*What you need to do*.
Each entry is to be retyped exactly as it appears. Leave the images out.

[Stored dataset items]
________________

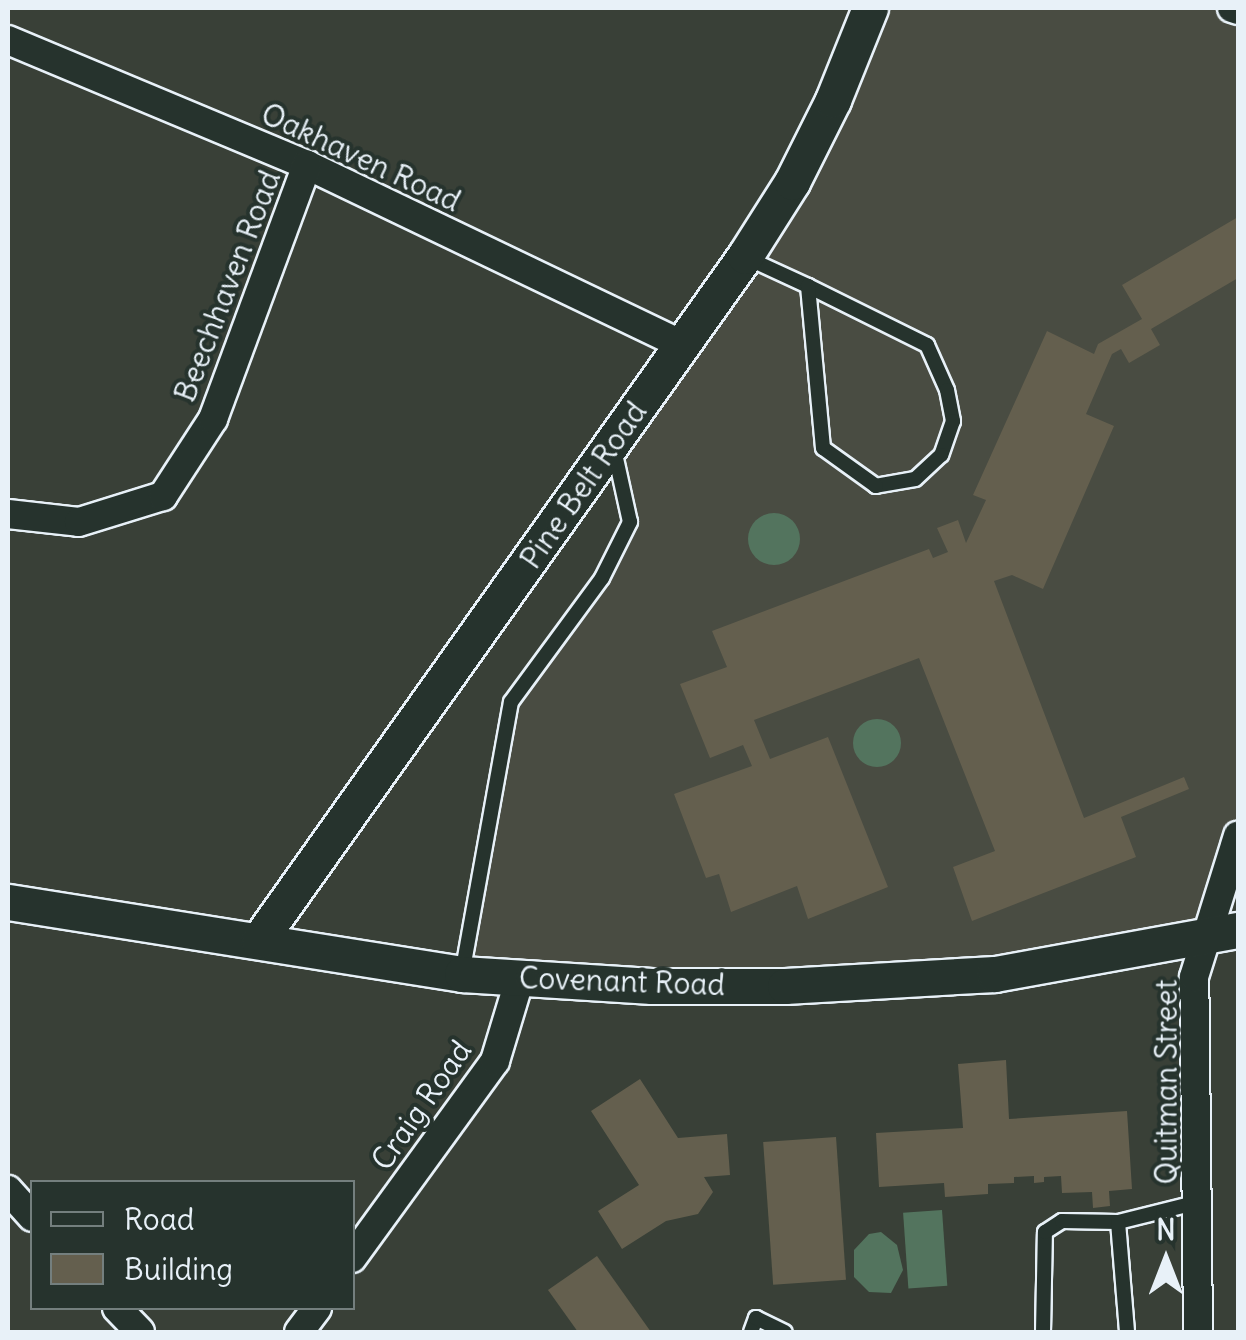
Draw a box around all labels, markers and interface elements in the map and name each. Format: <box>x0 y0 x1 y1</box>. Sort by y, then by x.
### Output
street label: Oakhaven Road <box>256 95 466 219</box>
street label: Beechhaven Road <box>166 165 288 407</box>
street label: Pine Belt Road <box>512 395 654 575</box>
street label: Covenant Road <box>518 959 726 1003</box>
street label: Quitman Street <box>1148 980 1184 1184</box>
street label: Craig Road <box>363 1033 479 1177</box>
legend <box>30 1180 355 1310</box>
text: Road <box>124 1200 194 1238</box>
north arrow <box>1116 1210 1216 1310</box>
text: N <box>1156 1212 1176 1248</box>
text: Building <box>124 1250 233 1288</box>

________________

*Response to this task*.
Draw a box around all labels, markers and interface elements in the map and name each. Format: <box>x0 y0 x1 y1</box>. Sort by y, then by x.
### Output
street label: Oakhaven Road <box>256 95 466 219</box>
street label: Beechhaven Road <box>166 165 288 407</box>
street label: Pine Belt Road <box>512 395 654 575</box>
street label: Covenant Road <box>518 959 726 1003</box>
street label: Quitman Street <box>1148 980 1184 1184</box>
street label: Craig Road <box>363 1033 479 1177</box>
legend <box>30 1180 355 1310</box>
text: Road <box>124 1200 194 1238</box>
north arrow <box>1116 1210 1216 1310</box>
text: N <box>1156 1212 1176 1248</box>
text: Building <box>124 1250 233 1288</box>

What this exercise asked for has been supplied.